YOUR TASK:
Your copy should contain exactly the lines from the one that holds "Parse the street" through the end of the material, reproduced as written, with no pictures.

DATASET EXCERPTS:
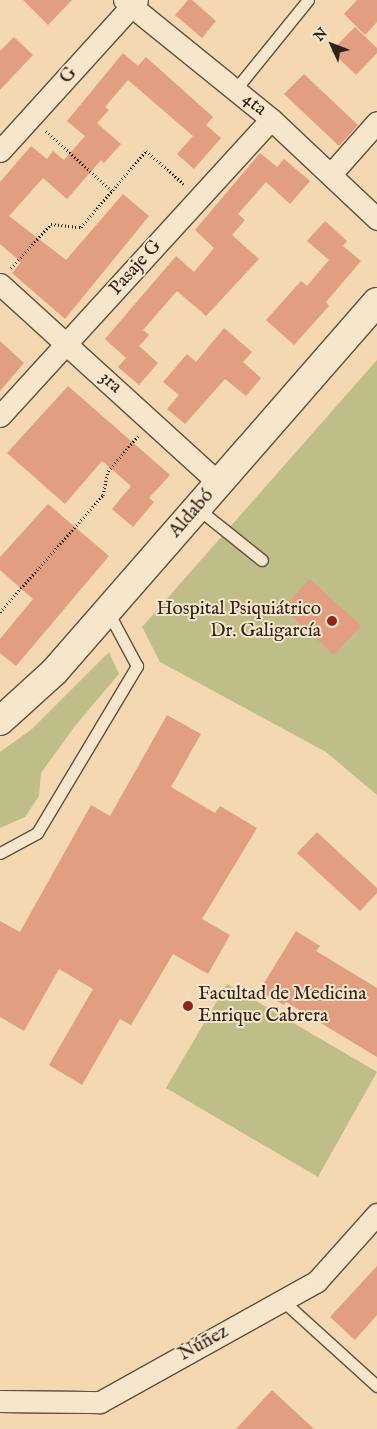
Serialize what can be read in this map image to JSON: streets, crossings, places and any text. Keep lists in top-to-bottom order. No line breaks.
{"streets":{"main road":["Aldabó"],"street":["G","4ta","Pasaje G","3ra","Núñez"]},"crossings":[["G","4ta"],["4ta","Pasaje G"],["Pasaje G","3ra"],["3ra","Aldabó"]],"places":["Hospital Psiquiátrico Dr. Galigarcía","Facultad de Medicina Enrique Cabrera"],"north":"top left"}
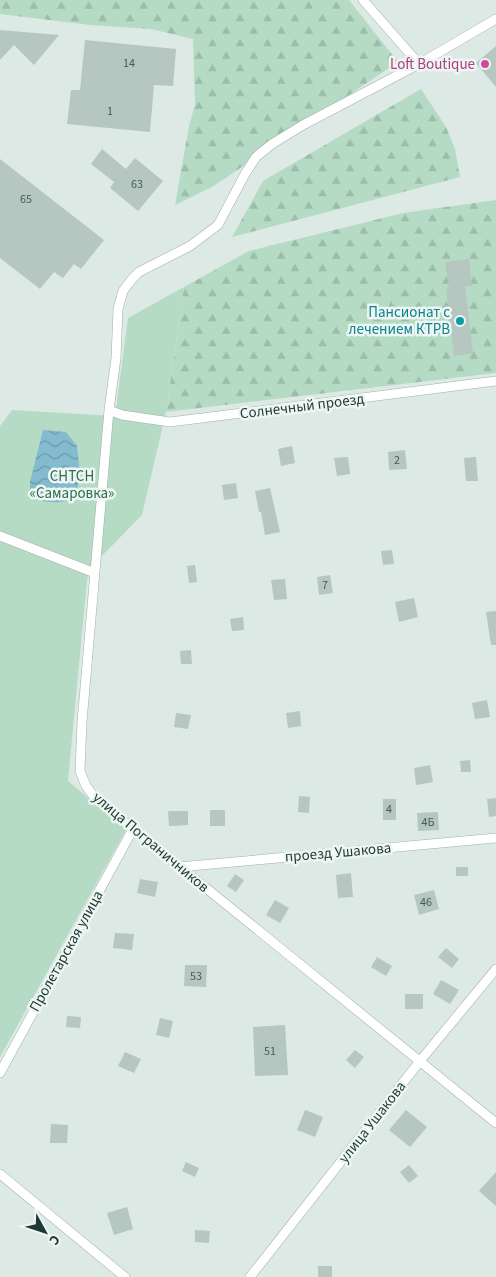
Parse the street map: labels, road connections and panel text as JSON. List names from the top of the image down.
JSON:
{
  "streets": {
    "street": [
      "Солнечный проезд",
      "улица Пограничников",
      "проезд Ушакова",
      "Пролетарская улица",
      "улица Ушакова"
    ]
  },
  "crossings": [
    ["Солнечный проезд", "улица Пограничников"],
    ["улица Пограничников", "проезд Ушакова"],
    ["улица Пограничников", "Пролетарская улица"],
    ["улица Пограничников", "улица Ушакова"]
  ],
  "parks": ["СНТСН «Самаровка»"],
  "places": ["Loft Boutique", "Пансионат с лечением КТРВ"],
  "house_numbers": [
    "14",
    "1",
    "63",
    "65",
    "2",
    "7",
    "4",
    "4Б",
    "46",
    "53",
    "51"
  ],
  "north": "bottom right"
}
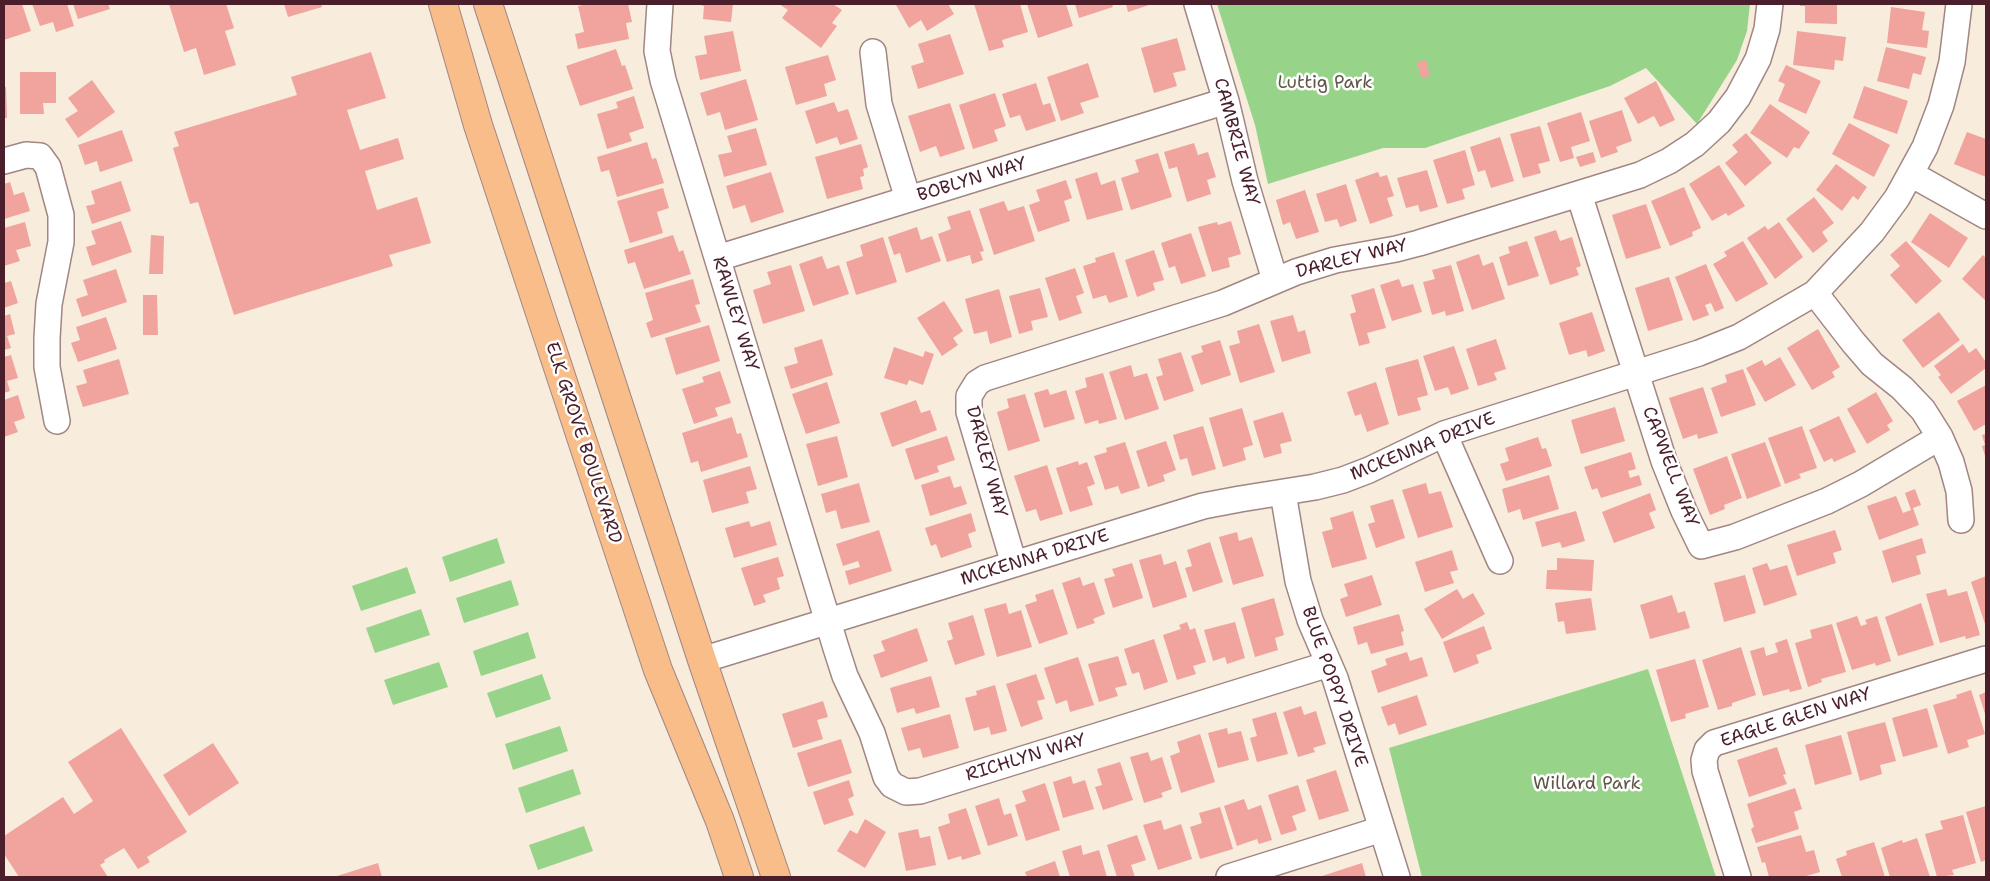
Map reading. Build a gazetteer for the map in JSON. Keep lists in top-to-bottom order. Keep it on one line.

RESPONSE AREA:
Parse the street map: labels, road connections and panel text as JSON. List names from the top of the image down.
JSON:
{
  "streets": {
    "street": [
      "Солнечный проезд",
      "улица Пограничников",
      "проезд Ушакова",
      "Пролетарская улица",
      "улица Ушакова"
    ]
  },
  "crossings": [
    ["Солнечный проезд", "улица Пограничников"],
    ["улица Пограничников", "проезд Ушакова"],
    ["улица Пограничников", "Пролетарская улица"],
    ["улица Пограничников", "улица Ушакова"]
  ],
  "parks": ["СНТСН «Самаровка»"],
  "places": ["Loft Boutique", "Пансионат с лечением КТРВ"],
  "house_numbers": [
    "14",
    "1",
    "63",
    "65",
    "2",
    "7",
    "4",
    "4Б",
    "46",
    "53",
    "51"
  ],
  "north": "bottom right"
}
Map reading. Build a gazetteer for the map in JSON. Keep lists in top-to-bottom order. Keep it on one line.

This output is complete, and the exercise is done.